Why DiscAim?

I didn’t set out to invent a new sport...

... I’ve spent most of my life designing things that were supposed to work. Mechanisms. Constructions. Systems. If something didn’t function, it had to be adjusted. If it failed — redesigned.
At some point I realised I was looking at sport the same way.


I love disc golf. I’m not a professional, just a persistent enthusiast. I appreciate precision, trajectory, the quiet satisfaction of a well-read line. But I also noticed something: many games come with too much inherited structure. Fixed fields. Fixed terminology. Fixed expectations. 

 

And outside those fields, people move less than they should. Young people scroll. Older people slow down.
Everyone is “busy”.


So I began testing a simple question:
What is the minimum needed for a real precision game?

 

A light disc.
A target.
And the rule that after every throw — you walk.
That last part matters.


DiscAim didn’t appear as a business model. It appeared as a prototype. I adjusted weight, balance, material. I tested how the disc behaves when thrown softly, when rolled, when aimed at something vertical. I wanted it to reward attention, not brute force.


The game grew from that. Not on a prepared field, but in ordinary space. A park corner. A flag. A bucket that turned out to be surprisingly honest as a target. A route invented on the spot. We needed a word for these playable fragments, so we called them snippets. Engineers like naming things. It helps thinking.

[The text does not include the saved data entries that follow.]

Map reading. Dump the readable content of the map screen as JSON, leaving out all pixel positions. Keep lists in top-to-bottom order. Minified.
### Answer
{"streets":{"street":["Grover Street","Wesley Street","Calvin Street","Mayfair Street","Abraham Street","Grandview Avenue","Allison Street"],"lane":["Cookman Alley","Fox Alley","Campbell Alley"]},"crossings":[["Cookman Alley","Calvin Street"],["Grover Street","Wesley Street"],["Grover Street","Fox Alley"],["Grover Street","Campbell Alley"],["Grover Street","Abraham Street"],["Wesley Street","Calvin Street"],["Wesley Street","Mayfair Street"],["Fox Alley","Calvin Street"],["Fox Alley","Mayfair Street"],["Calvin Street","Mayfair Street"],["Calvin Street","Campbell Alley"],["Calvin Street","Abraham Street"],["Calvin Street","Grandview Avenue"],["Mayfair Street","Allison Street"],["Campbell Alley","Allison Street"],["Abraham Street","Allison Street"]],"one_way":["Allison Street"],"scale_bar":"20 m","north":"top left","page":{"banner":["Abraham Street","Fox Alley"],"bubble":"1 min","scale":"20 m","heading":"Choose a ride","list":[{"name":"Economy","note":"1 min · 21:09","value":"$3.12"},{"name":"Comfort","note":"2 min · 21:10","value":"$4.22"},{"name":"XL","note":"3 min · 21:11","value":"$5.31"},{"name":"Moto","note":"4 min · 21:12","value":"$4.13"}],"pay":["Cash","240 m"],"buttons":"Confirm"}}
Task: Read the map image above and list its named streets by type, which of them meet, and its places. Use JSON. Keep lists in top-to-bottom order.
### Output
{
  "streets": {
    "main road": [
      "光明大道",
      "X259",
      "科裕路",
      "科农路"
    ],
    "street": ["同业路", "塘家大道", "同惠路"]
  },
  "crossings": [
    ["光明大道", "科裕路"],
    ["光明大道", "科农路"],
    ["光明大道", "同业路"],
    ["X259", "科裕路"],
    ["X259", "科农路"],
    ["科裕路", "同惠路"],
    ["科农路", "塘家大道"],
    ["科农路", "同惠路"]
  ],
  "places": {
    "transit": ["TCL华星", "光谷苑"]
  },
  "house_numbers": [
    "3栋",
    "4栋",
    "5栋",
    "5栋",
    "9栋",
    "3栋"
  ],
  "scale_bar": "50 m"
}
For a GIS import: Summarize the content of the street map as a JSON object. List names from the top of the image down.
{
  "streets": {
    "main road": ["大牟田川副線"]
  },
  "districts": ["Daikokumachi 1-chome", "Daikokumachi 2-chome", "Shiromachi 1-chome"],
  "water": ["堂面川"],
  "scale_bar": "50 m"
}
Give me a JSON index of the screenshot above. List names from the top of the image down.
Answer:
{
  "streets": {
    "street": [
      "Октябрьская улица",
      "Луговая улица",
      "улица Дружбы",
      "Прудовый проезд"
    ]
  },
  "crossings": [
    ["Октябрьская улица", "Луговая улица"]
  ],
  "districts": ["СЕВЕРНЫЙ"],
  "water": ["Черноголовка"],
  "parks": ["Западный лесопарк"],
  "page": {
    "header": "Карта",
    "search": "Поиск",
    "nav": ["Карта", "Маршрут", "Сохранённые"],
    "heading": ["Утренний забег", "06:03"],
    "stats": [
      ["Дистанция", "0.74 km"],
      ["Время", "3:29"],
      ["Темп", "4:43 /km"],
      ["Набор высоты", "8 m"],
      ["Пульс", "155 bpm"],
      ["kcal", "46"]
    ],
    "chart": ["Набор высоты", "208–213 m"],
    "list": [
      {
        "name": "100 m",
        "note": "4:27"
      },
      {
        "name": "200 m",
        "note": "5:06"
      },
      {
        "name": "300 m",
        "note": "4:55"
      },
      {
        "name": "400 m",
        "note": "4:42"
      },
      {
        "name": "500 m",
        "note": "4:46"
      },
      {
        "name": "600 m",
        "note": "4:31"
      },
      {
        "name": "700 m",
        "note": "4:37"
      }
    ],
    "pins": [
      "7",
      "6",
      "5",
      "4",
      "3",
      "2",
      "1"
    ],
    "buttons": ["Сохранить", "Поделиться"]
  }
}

DiscAim is not golf. Not disc golf. Not a simplified version of anything. It’s its own structure — still forming.
And that is intentional.


I am at an age where I don’t need to prove that something is “the next big thing”. I am more interested in whether something is meaningful, playable, adaptable. Whether it allows a teenager and a retiree to stand in the same space and compete on precision rather than power.


Health changes. Speed changes. But attention — attention can improve.
DiscAim is built around that belief.


It also carries a quiet protest: against sitting too much, against outsourcing play to screens, against the idea that sport must always be institutional before it is real.


Aim.
Shoot.
Walk — anywhere.
That is not a slogan. It is the core mechanic.


The Club exists because development should be visible. Games shouldn’t fossilise too quickly. Rules should survive contact with real space. Formats should earn their place.


I don’t present DiscAim as finished. I present it as functioning and evolving.
Having spent most of my life designing things, I’ve learned that a good system shouldn’t only work today — it should make room for tomorrow.


So DiscAim isn’t just a way to play. I also built an app — simple, intuitive, and intentionally light.
It helps keep score without turning the game into admin work.


It lets you share results with family and friends — or anyone curious enough to follow along.
And it’s flexible enough to support not only the formats we use now, but the ones we haven’t invented yet.


If the game can evolve, the structure around it should be able to evolve too.
If you are curious, test it.
If you are sceptical, observe it.
If you are enthusiastic, improve it.


We’re not in a hurry. We experiment, we fine-tune, we laugh at ourselves now and then — and we keep learning.
If this idea makes you raise an eyebrow (in a good way), walk a stretch with us. Not as a spectator — as an accomplice. The most interesting trajectories are rarely calculated solo — even by someone who makes a living doing the math.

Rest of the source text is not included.